WORK TO BE COMPLETED: Start at the line in the entries below that contains "flex:1; height:80px; border-radius:21px;", stop at the line that contains "M293 640 307", and output exactly the lines in that span, both ends included.

Saved data entries

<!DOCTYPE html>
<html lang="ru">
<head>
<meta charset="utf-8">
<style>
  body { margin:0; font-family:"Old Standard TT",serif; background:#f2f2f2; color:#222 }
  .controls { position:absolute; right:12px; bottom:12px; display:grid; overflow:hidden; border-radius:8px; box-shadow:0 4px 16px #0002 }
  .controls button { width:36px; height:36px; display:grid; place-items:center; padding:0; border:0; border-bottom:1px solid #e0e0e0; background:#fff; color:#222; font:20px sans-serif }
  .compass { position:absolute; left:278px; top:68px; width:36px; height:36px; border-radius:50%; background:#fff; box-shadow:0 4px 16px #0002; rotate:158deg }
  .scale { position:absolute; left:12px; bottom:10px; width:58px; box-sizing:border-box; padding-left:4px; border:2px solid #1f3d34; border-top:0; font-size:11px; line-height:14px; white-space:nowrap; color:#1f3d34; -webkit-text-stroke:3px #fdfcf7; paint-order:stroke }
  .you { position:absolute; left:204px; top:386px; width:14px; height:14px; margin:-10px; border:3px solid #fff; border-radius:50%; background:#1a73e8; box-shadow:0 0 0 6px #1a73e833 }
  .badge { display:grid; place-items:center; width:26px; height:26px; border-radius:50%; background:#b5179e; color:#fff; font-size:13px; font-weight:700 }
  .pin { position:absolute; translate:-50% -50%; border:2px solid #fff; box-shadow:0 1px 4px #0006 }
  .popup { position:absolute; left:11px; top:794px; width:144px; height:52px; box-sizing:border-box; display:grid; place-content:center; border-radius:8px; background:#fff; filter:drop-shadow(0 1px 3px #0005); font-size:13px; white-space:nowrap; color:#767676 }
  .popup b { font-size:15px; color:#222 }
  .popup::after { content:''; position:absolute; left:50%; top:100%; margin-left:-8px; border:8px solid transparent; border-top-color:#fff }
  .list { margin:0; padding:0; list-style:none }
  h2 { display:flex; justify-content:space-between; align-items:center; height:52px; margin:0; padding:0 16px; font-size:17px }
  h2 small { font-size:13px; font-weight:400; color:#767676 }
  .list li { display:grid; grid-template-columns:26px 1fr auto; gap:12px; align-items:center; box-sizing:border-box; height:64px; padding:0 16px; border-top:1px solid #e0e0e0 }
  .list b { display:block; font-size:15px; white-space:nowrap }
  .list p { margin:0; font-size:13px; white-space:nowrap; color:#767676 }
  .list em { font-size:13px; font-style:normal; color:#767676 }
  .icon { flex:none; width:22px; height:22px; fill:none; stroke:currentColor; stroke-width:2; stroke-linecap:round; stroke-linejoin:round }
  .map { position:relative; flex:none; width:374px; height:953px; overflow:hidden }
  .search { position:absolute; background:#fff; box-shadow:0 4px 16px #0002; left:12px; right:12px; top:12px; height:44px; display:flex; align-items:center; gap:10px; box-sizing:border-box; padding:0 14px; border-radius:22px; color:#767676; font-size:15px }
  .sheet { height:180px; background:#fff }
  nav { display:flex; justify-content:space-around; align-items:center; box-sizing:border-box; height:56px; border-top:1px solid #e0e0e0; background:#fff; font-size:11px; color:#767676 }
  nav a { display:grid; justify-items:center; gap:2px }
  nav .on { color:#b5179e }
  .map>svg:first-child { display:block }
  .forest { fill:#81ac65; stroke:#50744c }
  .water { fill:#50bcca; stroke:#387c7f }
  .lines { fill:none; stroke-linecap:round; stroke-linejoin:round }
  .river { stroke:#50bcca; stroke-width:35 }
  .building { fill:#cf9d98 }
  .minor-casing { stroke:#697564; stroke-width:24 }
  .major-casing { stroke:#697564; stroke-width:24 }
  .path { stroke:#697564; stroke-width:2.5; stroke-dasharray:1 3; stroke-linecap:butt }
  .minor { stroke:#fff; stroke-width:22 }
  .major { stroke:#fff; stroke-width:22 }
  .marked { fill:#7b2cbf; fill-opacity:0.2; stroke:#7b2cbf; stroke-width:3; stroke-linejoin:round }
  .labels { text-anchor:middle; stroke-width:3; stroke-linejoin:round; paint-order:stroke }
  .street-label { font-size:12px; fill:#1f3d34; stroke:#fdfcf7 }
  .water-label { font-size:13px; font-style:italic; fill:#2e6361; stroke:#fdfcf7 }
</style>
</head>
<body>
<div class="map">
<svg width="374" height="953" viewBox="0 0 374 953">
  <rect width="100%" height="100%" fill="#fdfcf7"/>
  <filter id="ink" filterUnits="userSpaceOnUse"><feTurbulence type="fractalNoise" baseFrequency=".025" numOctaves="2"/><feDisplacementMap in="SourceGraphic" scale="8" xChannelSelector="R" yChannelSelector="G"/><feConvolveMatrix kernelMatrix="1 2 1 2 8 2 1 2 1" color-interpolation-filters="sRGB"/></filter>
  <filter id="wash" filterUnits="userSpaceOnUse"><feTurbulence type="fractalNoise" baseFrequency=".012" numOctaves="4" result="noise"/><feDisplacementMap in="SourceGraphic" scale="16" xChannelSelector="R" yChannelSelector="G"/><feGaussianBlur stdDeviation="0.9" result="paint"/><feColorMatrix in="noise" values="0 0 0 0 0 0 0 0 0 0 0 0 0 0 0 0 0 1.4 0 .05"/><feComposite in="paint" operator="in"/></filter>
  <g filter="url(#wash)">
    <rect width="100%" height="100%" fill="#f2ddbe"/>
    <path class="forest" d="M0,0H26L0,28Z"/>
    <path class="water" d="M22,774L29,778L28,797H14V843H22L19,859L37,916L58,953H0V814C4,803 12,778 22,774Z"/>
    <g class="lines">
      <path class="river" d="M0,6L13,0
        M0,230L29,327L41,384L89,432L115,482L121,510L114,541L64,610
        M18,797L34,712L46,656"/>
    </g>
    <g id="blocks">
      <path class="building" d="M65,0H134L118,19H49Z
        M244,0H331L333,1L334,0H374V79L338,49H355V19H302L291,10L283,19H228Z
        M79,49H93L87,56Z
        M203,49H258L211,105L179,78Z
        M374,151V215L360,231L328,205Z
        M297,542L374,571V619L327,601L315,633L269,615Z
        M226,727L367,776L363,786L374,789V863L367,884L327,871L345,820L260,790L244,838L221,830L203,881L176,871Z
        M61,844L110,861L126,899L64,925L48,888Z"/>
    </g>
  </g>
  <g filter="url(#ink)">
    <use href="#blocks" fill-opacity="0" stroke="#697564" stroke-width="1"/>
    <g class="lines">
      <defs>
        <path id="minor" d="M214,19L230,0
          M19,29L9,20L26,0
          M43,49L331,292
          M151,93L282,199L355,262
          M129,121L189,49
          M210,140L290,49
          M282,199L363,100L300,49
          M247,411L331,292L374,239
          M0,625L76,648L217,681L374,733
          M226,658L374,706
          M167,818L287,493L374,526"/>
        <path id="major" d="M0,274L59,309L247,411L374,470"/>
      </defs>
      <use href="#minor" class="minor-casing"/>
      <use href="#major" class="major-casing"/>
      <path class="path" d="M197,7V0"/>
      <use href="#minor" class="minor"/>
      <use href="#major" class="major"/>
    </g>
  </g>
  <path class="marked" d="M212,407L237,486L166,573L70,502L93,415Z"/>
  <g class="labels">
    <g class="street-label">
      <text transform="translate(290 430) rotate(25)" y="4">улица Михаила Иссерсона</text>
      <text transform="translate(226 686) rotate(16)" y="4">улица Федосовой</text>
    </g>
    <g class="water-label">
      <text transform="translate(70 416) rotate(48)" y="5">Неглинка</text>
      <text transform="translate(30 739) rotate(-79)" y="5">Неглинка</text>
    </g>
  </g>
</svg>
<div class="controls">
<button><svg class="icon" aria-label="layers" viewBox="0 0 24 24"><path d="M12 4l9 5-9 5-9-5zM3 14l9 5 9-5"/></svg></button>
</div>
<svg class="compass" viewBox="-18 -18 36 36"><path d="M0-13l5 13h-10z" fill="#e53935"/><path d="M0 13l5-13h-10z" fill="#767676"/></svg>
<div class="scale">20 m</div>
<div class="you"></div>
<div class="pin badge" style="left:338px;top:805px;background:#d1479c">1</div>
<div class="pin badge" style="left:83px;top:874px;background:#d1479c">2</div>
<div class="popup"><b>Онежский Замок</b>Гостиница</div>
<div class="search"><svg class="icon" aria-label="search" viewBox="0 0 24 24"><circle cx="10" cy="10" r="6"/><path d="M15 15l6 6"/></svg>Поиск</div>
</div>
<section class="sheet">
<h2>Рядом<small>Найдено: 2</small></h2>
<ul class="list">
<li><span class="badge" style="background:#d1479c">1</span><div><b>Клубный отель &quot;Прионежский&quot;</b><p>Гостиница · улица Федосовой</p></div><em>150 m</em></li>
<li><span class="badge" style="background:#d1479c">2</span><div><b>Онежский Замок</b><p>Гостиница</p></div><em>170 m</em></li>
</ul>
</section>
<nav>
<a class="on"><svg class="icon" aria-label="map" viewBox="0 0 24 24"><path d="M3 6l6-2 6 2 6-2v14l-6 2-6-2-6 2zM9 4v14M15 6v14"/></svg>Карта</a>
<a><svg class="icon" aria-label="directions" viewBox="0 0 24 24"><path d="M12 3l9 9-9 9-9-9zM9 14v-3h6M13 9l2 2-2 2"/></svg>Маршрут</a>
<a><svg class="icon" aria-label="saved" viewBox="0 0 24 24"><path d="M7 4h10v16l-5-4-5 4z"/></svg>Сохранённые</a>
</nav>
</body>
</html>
* * *
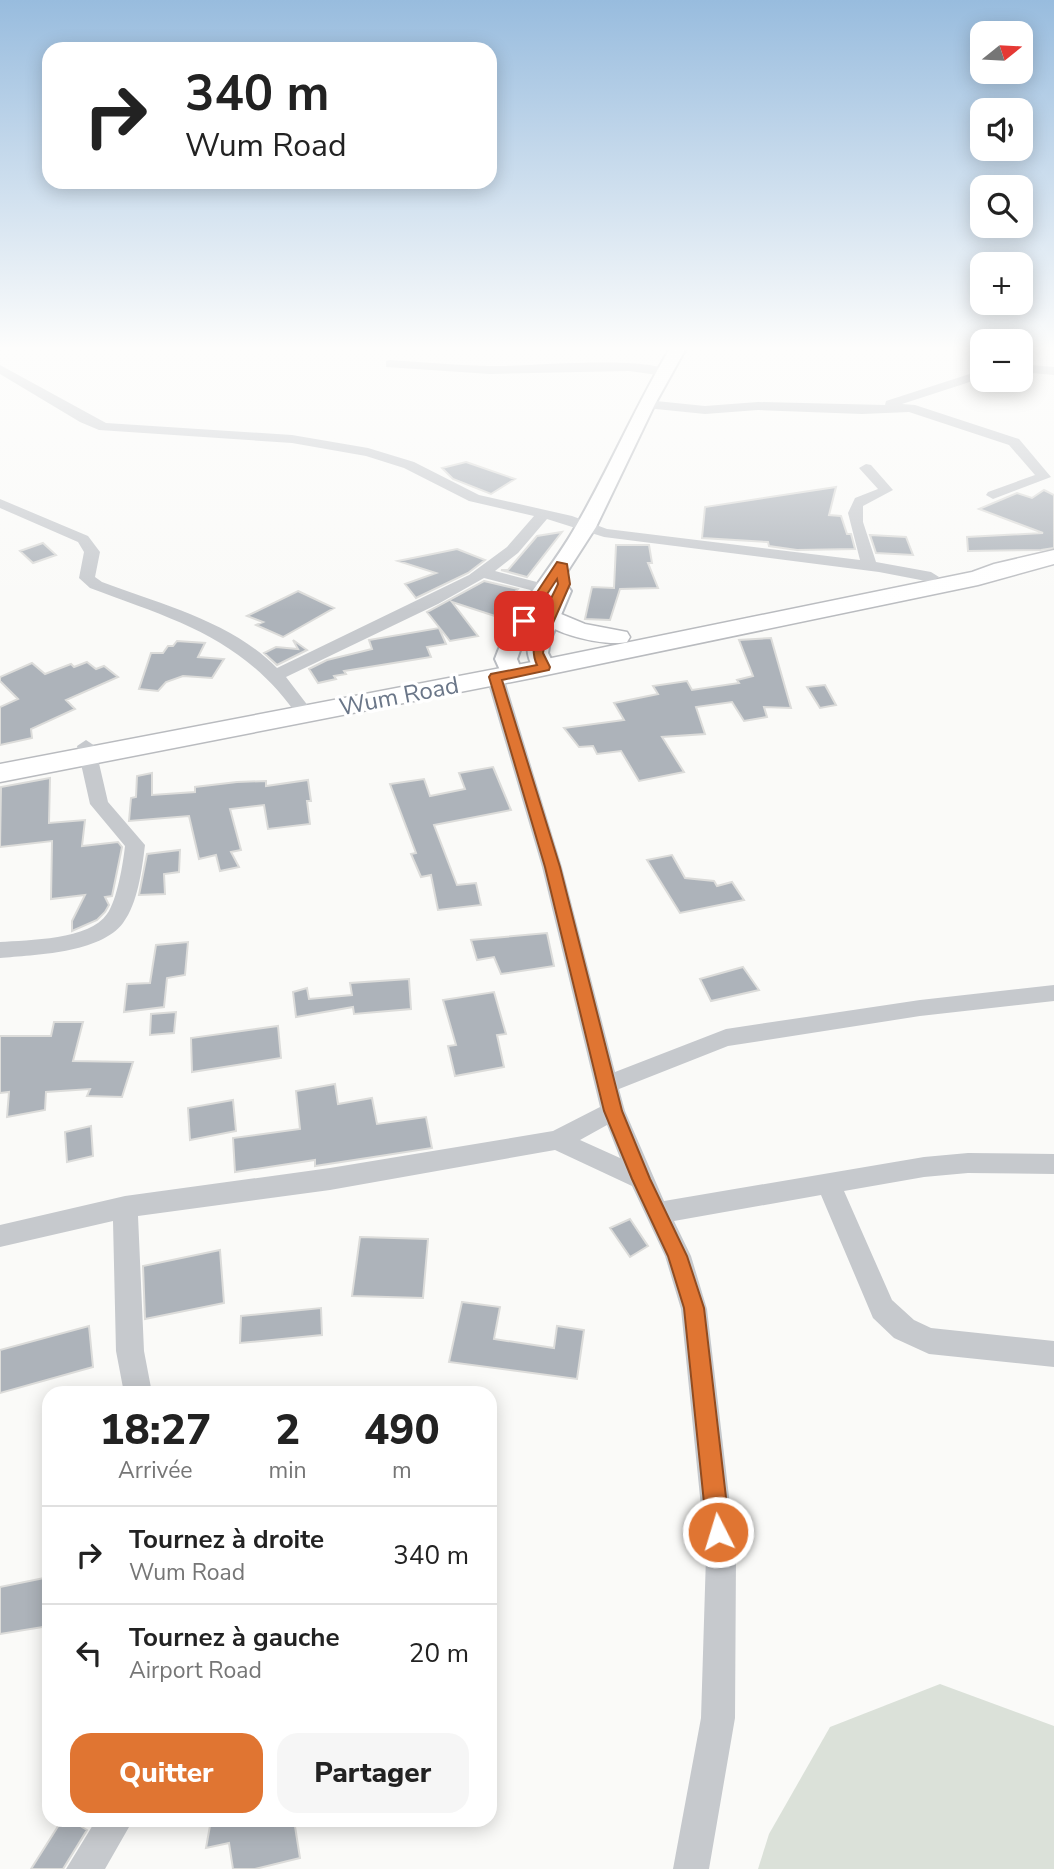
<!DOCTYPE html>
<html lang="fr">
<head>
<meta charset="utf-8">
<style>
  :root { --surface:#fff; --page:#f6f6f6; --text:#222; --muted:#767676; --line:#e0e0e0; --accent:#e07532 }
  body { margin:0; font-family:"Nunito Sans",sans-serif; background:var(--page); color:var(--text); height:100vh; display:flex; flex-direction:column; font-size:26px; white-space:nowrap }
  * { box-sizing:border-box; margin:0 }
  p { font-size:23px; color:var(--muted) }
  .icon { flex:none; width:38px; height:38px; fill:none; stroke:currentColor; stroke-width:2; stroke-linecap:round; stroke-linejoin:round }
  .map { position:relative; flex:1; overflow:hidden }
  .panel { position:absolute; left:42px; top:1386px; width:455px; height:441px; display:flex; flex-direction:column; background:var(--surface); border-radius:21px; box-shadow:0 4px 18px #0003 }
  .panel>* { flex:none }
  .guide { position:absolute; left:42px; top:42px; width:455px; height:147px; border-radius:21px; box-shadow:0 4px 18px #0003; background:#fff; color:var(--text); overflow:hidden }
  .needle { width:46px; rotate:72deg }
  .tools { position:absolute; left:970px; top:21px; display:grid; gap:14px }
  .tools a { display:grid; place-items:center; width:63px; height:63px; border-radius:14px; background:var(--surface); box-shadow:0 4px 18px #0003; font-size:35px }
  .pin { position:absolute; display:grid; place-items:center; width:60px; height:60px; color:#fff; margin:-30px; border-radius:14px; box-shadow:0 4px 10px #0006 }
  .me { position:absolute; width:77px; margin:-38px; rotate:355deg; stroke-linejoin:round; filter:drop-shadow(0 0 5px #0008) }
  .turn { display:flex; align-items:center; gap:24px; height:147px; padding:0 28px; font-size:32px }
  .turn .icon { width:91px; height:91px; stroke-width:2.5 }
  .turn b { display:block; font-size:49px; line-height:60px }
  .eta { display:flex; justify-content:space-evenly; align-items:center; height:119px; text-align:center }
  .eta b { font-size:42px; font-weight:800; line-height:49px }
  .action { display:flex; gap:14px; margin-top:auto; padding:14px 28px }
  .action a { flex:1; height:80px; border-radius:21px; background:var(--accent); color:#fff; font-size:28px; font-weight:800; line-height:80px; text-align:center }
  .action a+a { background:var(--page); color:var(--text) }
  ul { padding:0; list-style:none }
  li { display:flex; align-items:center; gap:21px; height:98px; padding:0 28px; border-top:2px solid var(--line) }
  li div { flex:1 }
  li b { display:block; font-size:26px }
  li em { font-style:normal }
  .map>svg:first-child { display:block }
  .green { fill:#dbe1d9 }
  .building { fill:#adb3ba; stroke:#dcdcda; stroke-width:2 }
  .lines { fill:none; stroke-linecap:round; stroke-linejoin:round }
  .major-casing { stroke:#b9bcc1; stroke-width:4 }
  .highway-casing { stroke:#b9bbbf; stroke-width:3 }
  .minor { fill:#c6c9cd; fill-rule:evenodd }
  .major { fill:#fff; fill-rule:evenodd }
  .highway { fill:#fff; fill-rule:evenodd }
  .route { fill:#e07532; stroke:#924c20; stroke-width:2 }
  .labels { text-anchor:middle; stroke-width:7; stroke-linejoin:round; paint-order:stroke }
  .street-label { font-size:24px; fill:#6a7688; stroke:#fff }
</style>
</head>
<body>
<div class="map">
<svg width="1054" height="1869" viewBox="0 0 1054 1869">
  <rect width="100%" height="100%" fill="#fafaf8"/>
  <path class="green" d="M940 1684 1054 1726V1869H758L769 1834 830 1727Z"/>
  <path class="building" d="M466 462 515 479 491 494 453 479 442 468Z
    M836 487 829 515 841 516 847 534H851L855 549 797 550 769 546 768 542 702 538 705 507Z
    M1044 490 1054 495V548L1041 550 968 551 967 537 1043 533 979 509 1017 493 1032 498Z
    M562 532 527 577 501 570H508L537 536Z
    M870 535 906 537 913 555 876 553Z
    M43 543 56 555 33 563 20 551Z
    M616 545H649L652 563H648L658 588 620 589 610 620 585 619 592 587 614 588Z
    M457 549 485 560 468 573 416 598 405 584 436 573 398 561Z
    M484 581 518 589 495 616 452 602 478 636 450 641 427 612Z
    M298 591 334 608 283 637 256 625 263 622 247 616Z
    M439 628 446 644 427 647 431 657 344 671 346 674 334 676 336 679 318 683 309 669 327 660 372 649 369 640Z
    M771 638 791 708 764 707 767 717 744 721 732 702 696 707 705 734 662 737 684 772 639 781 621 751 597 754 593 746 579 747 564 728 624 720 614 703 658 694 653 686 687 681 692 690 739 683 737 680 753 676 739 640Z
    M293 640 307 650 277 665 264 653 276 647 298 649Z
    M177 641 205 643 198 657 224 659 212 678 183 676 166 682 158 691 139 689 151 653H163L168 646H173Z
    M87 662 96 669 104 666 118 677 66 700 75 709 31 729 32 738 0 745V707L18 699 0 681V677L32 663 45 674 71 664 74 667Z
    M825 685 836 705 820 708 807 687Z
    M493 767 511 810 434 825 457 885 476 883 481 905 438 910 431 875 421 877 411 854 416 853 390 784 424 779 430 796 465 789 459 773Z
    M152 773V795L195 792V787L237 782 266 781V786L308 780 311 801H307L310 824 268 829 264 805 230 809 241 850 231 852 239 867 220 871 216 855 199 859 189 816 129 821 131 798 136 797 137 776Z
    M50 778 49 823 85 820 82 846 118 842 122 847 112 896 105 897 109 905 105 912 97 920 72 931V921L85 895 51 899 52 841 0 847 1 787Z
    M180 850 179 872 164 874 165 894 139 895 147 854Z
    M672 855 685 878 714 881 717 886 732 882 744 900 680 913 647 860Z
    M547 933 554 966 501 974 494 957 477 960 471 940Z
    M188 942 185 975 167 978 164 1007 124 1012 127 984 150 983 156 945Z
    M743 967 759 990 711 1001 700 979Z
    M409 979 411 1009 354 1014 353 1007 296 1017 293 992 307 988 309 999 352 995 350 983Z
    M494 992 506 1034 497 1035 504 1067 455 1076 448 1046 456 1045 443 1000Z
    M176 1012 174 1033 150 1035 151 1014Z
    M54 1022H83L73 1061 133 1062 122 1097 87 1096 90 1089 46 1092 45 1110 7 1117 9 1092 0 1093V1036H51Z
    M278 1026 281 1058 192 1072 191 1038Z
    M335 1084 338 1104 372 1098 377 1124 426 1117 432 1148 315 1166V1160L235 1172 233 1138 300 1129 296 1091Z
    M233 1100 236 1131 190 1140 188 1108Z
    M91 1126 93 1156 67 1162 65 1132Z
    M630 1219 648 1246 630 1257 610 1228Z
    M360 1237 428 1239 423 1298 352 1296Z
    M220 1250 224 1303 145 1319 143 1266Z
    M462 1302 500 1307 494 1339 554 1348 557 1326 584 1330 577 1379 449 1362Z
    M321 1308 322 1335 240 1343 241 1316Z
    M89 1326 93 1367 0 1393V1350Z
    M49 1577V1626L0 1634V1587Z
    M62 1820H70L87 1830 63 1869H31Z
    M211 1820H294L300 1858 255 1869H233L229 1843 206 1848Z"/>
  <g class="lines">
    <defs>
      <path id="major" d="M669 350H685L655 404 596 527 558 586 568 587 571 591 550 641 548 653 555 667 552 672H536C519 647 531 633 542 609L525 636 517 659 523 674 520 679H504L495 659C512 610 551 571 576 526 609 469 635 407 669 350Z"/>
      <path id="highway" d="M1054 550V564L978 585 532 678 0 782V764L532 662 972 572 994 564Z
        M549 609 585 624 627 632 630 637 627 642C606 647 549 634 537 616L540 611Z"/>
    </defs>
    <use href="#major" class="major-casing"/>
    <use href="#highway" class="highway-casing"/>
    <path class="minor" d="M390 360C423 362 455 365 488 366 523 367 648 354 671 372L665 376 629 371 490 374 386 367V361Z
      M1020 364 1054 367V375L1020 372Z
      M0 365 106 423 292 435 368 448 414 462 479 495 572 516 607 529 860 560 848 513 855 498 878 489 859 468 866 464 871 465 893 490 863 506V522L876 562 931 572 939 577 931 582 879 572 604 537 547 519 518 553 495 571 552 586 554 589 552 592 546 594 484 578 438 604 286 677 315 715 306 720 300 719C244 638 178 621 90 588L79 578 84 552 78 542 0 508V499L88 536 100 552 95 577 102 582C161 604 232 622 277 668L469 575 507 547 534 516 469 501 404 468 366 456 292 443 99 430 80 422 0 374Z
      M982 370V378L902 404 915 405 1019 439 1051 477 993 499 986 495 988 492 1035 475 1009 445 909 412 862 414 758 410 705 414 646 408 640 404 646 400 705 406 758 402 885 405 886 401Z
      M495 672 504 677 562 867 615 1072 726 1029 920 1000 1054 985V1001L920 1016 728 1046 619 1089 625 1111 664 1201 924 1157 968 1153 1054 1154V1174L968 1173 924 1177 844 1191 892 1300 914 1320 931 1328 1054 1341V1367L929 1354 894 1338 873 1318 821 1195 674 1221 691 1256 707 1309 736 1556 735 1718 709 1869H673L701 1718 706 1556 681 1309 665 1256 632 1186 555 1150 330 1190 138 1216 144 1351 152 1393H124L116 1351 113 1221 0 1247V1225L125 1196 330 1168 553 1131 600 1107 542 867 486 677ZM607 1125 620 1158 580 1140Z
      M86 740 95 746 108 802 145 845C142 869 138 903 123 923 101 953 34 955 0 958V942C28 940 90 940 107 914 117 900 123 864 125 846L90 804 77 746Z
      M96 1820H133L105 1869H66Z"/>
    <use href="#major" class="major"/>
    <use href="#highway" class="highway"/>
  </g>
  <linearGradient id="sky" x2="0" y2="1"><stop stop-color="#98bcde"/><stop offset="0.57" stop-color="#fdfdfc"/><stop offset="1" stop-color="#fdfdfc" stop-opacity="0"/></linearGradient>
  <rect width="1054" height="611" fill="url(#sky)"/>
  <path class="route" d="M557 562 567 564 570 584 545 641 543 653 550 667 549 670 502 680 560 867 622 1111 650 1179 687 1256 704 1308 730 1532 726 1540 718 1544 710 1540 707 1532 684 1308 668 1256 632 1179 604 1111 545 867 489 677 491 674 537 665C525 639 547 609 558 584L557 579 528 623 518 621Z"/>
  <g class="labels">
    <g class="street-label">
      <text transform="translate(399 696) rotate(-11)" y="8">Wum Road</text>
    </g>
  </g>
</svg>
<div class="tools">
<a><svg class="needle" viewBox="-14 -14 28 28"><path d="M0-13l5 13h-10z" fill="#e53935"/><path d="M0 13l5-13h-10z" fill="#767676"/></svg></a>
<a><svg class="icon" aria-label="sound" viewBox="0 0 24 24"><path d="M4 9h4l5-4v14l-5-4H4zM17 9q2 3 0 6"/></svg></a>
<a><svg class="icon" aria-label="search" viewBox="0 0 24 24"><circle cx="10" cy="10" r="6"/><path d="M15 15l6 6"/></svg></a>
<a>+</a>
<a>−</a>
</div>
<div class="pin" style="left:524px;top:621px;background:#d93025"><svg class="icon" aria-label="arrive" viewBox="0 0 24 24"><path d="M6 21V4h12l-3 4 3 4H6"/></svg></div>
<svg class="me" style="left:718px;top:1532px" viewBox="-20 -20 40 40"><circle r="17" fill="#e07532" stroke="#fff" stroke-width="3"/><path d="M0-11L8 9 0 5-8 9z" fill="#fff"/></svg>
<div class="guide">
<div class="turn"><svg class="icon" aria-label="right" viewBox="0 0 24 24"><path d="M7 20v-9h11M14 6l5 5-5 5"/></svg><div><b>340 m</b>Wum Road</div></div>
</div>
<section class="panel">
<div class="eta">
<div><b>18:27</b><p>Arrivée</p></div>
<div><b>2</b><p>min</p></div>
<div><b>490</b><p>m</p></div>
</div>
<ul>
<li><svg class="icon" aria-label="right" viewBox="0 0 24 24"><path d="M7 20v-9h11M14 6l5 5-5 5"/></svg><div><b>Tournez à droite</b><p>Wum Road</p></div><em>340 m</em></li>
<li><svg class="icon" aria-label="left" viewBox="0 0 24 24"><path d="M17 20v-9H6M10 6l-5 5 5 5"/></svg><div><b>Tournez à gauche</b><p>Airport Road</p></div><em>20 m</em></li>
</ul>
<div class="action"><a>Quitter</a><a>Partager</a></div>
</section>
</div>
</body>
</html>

TASK RESPONSE:
  .action a { flex:1; height:80px; border-radius:21px; background:var(--accent); color:#fff; font-size:28px; font-weight:800; line-height:80px; text-align:center }
  .action a+a { background:var(--page); color:var(--text) }
  ul { padding:0; list-style:none }
  li { display:flex; align-items:center; gap:21px; height:98px; padding:0 28px; border-top:2px solid var(--line) }
  li div { flex:1 }
  li b { display:block; font-size:26px }
  li em { font-style:normal }
  .map>svg:first-child { display:block }
  .green { fill:#dbe1d9 }
  .building { fill:#adb3ba; stroke:#dcdcda; stroke-width:2 }
  .lines { fill:none; stroke-linecap:round; stroke-linejoin:round }
  .major-casing { stroke:#b9bcc1; stroke-width:4 }
  .highway-casing { stroke:#b9bbbf; stroke-width:3 }
  .minor { fill:#c6c9cd; fill-rule:evenodd }
  .major { fill:#fff; fill-rule:evenodd }
  .highway { fill:#fff; fill-rule:evenodd }
  .route { fill:#e07532; stroke:#924c20; stroke-width:2 }
  .labels { text-anchor:middle; stroke-width:7; stroke-linejoin:round; paint-order:stroke }
  .street-label { font-size:24px; fill:#6a7688; stroke:#fff }
</style>
</head>
<body>
<div class="map">
<svg width="1054" height="1869" viewBox="0 0 1054 1869">
  <rect width="100%" height="100%" fill="#fafaf8"/>
  <path class="green" d="M940 1684 1054 1726V1869H758L769 1834 830 1727Z"/>
  <path class="building" d="M466 462 515 479 491 494 453 479 442 468Z
    M836 487 829 515 841 516 847 534H851L855 549 797 550 769 546 768 542 702 538 705 507Z
    M1044 490 1054 495V548L1041 550 968 551 967 537 1043 533 979 509 1017 493 1032 498Z
    M562 532 527 577 501 570H508L537 536Z
    M870 535 906 537 913 555 876 553Z
    M43 543 56 555 33 563 20 551Z
    M616 545H649L652 563H648L658 588 620 589 610 620 585 619 592 587 614 588Z
    M457 549 485 560 468 573 416 598 405 584 436 573 398 561Z
    M484 581 518 589 495 616 452 602 478 636 450 641 427 612Z
    M298 591 334 608 283 637 256 625 263 622 247 616Z
    M439 628 446 644 427 647 431 657 344 671 346 674 334 676 336 679 318 683 309 669 327 660 372 649 369 640Z
    M771 638 791 708 764 707 767 717 744 721 732 702 696 707 705 734 662 737 684 772 639 781 621 751 597 754 593 746 579 747 564 728 624 720 614 703 658 694 653 686 687 681 692 690 739 683 737 680 753 676 739 640Z
    M293 640 307 650 277 665 264 653 276 647 298 649Z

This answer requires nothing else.